Et ne croyez pas qu’il mît beaucoup de temps à arpenter la cour du Plat-d’Étain. Ses mains étaient agiles, et il avait une merveilleuse façon de manœuvrer l’inerte fourreau qui renfermait ses jambes. Son allure ressemblait à celle d’un lézard, et les lézards vont vite, quoi qu’on ait dit sur leur paresse.

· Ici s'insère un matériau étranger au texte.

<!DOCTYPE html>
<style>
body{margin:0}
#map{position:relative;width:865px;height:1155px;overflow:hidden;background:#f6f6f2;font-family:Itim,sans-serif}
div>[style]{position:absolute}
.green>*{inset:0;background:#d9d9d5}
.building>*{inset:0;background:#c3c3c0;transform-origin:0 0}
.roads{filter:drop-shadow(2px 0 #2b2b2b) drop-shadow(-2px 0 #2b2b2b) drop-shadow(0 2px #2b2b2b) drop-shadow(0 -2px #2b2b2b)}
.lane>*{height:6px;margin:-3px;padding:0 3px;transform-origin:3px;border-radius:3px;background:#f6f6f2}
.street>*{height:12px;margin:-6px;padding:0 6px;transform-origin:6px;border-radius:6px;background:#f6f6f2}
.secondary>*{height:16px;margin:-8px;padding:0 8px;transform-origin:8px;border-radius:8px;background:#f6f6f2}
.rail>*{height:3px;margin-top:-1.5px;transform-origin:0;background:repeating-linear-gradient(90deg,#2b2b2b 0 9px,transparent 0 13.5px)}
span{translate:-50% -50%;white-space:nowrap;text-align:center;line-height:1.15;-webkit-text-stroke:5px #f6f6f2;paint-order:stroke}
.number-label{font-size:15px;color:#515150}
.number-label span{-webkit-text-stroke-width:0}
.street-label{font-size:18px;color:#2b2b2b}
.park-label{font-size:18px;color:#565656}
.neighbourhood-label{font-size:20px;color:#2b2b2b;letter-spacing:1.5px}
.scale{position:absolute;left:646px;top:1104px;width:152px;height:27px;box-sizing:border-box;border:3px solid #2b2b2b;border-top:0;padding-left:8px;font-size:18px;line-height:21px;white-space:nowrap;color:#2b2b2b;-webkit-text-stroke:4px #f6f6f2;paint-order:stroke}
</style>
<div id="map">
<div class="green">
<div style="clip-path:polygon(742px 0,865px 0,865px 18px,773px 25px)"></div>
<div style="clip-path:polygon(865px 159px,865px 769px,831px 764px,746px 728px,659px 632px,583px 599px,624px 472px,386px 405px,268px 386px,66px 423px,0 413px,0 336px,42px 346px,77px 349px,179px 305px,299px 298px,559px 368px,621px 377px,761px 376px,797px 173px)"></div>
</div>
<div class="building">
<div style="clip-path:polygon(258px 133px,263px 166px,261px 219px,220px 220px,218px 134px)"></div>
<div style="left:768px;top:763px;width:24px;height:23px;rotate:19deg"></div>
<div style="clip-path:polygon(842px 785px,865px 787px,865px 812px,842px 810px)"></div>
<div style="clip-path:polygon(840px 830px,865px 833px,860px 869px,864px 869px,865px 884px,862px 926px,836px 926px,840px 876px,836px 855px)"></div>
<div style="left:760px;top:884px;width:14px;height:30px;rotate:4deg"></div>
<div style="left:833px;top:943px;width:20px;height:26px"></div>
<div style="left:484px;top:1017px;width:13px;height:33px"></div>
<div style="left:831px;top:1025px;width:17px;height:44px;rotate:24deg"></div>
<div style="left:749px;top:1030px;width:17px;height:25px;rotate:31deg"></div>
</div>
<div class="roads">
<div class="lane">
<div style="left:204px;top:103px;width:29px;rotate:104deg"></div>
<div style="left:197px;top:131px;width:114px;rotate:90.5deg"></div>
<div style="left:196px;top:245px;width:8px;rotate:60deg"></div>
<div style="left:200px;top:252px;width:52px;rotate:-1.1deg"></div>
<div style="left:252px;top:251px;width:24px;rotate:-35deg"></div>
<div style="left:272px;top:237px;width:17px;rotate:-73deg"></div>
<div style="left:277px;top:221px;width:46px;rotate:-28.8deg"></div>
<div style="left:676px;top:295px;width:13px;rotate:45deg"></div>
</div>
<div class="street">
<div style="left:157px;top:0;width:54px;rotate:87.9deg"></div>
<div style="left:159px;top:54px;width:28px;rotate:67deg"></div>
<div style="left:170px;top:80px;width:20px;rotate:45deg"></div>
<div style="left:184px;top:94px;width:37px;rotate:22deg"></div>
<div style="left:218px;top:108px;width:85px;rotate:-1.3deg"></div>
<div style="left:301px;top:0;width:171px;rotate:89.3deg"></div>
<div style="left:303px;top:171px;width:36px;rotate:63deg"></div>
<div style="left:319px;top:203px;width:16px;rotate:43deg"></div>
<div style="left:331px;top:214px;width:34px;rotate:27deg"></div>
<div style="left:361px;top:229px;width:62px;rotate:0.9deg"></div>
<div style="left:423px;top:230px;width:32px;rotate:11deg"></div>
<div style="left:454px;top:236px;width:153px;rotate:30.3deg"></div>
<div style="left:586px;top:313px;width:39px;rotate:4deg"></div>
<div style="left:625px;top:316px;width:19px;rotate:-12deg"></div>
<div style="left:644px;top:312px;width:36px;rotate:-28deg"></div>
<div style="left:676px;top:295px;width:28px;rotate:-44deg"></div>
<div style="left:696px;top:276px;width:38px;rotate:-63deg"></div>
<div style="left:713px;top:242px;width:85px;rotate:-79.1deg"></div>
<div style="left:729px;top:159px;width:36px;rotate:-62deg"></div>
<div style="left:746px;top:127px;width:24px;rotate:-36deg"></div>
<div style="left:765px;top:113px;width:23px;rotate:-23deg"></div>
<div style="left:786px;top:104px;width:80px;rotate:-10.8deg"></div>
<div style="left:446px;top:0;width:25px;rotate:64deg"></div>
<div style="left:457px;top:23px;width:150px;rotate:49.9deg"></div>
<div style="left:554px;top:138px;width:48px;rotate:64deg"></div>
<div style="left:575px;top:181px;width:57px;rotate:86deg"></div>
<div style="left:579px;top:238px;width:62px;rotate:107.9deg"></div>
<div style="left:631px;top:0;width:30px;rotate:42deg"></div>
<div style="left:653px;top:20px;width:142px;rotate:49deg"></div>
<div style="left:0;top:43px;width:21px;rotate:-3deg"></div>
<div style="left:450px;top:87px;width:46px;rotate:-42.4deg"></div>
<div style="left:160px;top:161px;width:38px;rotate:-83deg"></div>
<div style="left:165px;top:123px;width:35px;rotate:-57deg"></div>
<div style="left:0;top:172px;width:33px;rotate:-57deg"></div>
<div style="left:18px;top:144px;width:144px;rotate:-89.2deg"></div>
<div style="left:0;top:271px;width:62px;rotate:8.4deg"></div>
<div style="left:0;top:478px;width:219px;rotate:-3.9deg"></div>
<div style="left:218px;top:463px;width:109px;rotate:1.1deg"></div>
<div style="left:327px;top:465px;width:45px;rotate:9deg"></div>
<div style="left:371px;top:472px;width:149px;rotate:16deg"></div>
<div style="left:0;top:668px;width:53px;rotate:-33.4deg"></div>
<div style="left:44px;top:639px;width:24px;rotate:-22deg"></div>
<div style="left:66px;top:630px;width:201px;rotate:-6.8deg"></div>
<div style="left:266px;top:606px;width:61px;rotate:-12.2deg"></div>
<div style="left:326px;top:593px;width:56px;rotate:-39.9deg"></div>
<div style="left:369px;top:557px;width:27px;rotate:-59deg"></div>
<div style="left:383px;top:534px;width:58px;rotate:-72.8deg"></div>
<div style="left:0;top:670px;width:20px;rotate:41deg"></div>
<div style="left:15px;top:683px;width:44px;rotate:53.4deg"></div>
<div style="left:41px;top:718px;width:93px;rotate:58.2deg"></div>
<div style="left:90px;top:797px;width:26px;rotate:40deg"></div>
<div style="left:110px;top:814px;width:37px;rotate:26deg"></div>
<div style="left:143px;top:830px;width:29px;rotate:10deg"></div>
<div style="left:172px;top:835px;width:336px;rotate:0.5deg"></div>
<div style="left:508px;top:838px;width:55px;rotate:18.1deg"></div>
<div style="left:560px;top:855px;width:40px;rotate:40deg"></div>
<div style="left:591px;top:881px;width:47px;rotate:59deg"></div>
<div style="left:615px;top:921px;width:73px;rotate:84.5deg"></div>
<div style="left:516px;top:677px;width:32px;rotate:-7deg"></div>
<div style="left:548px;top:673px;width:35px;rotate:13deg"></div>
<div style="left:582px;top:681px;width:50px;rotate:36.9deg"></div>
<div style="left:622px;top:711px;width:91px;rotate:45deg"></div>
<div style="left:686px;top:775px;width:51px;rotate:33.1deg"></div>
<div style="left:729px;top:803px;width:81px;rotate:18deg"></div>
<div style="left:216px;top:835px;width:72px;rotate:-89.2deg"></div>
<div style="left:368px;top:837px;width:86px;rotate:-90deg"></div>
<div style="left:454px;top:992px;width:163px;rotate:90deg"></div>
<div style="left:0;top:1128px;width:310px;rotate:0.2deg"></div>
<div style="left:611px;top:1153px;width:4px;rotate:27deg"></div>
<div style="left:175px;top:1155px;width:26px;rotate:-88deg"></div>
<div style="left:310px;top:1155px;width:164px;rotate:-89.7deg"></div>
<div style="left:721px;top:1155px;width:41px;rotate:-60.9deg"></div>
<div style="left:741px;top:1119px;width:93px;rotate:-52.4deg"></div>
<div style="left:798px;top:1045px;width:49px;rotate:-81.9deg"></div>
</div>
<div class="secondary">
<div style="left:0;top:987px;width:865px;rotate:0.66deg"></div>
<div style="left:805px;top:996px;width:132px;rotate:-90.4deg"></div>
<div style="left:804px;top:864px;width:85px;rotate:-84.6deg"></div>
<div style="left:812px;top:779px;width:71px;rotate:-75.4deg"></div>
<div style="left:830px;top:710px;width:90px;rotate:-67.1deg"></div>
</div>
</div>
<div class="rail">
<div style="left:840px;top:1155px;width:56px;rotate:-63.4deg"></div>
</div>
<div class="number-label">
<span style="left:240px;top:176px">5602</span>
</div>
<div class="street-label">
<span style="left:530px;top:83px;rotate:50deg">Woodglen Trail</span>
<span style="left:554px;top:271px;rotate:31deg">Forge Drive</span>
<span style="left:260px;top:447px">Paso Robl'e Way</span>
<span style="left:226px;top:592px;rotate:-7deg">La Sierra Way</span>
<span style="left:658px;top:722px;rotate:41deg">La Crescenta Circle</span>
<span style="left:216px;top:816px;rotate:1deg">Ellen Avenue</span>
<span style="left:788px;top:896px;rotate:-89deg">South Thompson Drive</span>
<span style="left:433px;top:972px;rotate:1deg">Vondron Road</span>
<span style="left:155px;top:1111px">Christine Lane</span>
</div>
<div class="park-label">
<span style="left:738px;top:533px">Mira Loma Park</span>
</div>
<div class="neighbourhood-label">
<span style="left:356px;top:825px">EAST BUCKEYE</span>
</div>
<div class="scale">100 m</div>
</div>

Un anonyme de génie lui trouva ce surnom : Trois-Pattes, qui peignait d’un trait sa lamentable infirmité. Personne n’ignore l’élan prodigieux qu’un sobriquet peut donner à une célébrité populaire. Mathieu l’estropié eût peut-être fait fortune ; Trois-Pattes fit tout uniment fureur, et ses collègues vaincus désertèrent la place.

Derrière la gloire, deux divinités viennent ; l’une rampe, montant du noir Tartare, et l’autre abaisse son vol, qui descend du ciel. Elles se nomment l’Envie et la Poésie.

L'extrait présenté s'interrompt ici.